Your response should consist of every entry, unchanged.

● **Records for processing**
....

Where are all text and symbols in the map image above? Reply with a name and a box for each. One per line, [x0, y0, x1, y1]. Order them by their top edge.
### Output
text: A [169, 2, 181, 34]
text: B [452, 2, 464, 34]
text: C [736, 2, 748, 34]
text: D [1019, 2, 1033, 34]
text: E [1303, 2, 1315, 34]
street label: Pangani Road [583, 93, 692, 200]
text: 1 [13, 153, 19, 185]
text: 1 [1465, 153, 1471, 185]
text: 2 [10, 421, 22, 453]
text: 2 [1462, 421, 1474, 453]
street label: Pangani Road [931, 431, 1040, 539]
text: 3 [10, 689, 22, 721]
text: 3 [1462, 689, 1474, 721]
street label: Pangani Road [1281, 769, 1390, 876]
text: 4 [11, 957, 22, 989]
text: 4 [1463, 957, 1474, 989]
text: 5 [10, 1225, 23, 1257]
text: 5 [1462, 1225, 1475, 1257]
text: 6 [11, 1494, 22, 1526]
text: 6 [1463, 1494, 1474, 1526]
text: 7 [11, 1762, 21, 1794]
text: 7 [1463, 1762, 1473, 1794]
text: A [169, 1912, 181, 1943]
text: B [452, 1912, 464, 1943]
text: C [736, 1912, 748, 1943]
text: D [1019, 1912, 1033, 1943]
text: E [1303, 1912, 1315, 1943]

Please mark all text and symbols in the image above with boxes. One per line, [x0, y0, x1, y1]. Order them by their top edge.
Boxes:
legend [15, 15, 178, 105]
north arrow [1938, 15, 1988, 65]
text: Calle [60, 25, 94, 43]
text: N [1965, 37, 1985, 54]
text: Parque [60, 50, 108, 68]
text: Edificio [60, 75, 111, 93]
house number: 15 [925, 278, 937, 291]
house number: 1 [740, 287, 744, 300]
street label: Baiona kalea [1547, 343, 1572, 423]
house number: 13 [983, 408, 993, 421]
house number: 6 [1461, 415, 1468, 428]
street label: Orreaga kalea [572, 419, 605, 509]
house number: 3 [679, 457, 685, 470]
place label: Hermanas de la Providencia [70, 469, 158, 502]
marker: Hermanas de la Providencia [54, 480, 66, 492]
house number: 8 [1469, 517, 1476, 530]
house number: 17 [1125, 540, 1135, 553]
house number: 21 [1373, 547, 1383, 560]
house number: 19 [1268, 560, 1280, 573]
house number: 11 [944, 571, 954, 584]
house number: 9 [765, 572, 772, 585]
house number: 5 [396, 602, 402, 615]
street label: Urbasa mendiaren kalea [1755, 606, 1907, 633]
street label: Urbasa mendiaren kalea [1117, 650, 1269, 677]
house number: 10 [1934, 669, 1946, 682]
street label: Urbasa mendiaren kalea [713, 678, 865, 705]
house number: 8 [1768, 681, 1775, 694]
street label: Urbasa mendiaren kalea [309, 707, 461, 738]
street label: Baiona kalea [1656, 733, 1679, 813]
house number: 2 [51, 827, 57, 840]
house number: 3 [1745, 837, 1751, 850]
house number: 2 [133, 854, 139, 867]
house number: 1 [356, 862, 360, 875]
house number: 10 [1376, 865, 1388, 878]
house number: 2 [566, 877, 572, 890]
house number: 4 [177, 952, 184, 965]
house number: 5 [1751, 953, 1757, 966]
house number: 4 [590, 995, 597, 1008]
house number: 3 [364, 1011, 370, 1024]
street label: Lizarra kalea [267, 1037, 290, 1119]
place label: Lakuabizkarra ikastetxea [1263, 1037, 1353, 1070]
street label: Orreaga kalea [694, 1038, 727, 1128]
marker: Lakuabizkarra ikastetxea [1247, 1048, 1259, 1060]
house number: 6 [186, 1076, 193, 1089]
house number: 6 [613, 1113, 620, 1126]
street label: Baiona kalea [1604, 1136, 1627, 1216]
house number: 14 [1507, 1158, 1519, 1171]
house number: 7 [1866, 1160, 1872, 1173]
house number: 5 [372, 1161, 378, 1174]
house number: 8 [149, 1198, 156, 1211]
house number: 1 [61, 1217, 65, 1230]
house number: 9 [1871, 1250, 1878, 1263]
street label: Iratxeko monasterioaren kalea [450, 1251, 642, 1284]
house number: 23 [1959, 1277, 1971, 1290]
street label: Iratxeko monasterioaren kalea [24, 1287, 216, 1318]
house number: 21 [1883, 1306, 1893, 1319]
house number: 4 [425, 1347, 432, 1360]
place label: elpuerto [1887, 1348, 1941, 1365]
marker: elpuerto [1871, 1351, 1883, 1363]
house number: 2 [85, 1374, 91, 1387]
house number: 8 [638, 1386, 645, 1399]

....

● **Exercise solution**
Where are all text and symbols in the map image above? Reply with a name and a box for each. One per line, [x0, y0, x1, y1]. Order them by their top edge.
### Output
text: A [169, 2, 181, 34]
text: B [452, 2, 464, 34]
text: C [736, 2, 748, 34]
text: D [1019, 2, 1033, 34]
text: E [1303, 2, 1315, 34]
street label: Pangani Road [583, 93, 692, 200]
text: 1 [13, 153, 19, 185]
text: 1 [1465, 153, 1471, 185]
text: 2 [10, 421, 22, 453]
text: 2 [1462, 421, 1474, 453]
street label: Pangani Road [931, 431, 1040, 539]
text: 3 [10, 689, 22, 721]
text: 3 [1462, 689, 1474, 721]
street label: Pangani Road [1281, 769, 1390, 876]
text: 4 [11, 957, 22, 989]
text: 4 [1463, 957, 1474, 989]
text: 5 [10, 1225, 23, 1257]
text: 5 [1462, 1225, 1475, 1257]
text: 6 [11, 1494, 22, 1526]
text: 6 [1463, 1494, 1474, 1526]
text: 7 [11, 1762, 21, 1794]
text: 7 [1463, 1762, 1473, 1794]
text: A [169, 1912, 181, 1943]
text: B [452, 1912, 464, 1943]
text: C [736, 1912, 748, 1943]
text: D [1019, 1912, 1033, 1943]
text: E [1303, 1912, 1315, 1943]

Please mark all text and symbols in the image above with boxes. One per line, [x0, y0, x1, y1]. Order them by their top edge.
Boxes:
legend [15, 15, 178, 105]
north arrow [1938, 15, 1988, 65]
text: Calle [60, 25, 94, 43]
text: N [1965, 37, 1985, 54]
text: Parque [60, 50, 108, 68]
text: Edificio [60, 75, 111, 93]
house number: 15 [925, 278, 937, 291]
house number: 1 [740, 287, 744, 300]
street label: Baiona kalea [1547, 343, 1572, 423]
house number: 13 [983, 408, 993, 421]
house number: 6 [1461, 415, 1468, 428]
street label: Orreaga kalea [572, 419, 605, 509]
house number: 3 [679, 457, 685, 470]
place label: Hermanas de la Providencia [70, 469, 158, 502]
marker: Hermanas de la Providencia [54, 480, 66, 492]
house number: 8 [1469, 517, 1476, 530]
house number: 17 [1125, 540, 1135, 553]
house number: 21 [1373, 547, 1383, 560]
house number: 19 [1268, 560, 1280, 573]
house number: 11 [944, 571, 954, 584]
house number: 9 [765, 572, 772, 585]
house number: 5 [396, 602, 402, 615]
street label: Urbasa mendiaren kalea [1755, 606, 1907, 633]
street label: Urbasa mendiaren kalea [1117, 650, 1269, 677]
house number: 10 [1934, 669, 1946, 682]
street label: Urbasa mendiaren kalea [713, 678, 865, 705]
house number: 8 [1768, 681, 1775, 694]
street label: Urbasa mendiaren kalea [309, 707, 461, 738]
street label: Baiona kalea [1656, 733, 1679, 813]
house number: 2 [51, 827, 57, 840]
house number: 3 [1745, 837, 1751, 850]
house number: 2 [133, 854, 139, 867]
house number: 1 [356, 862, 360, 875]
house number: 10 [1376, 865, 1388, 878]
house number: 2 [566, 877, 572, 890]
house number: 4 [177, 952, 184, 965]
house number: 5 [1751, 953, 1757, 966]
house number: 4 [590, 995, 597, 1008]
house number: 3 [364, 1011, 370, 1024]
street label: Lizarra kalea [267, 1037, 290, 1119]
place label: Lakuabizkarra ikastetxea [1263, 1037, 1353, 1070]
street label: Orreaga kalea [694, 1038, 727, 1128]
marker: Lakuabizkarra ikastetxea [1247, 1048, 1259, 1060]
house number: 6 [186, 1076, 193, 1089]
house number: 6 [613, 1113, 620, 1126]
street label: Baiona kalea [1604, 1136, 1627, 1216]
house number: 14 [1507, 1158, 1519, 1171]
house number: 7 [1866, 1160, 1872, 1173]
house number: 5 [372, 1161, 378, 1174]
house number: 8 [149, 1198, 156, 1211]
house number: 1 [61, 1217, 65, 1230]
house number: 9 [1871, 1250, 1878, 1263]
street label: Iratxeko monasterioaren kalea [450, 1251, 642, 1284]
house number: 23 [1959, 1277, 1971, 1290]
street label: Iratxeko monasterioaren kalea [24, 1287, 216, 1318]
house number: 21 [1883, 1306, 1893, 1319]
house number: 4 [425, 1347, 432, 1360]
place label: elpuerto [1887, 1348, 1941, 1365]
marker: elpuerto [1871, 1351, 1883, 1363]
house number: 2 [85, 1374, 91, 1387]
house number: 8 [638, 1386, 645, 1399]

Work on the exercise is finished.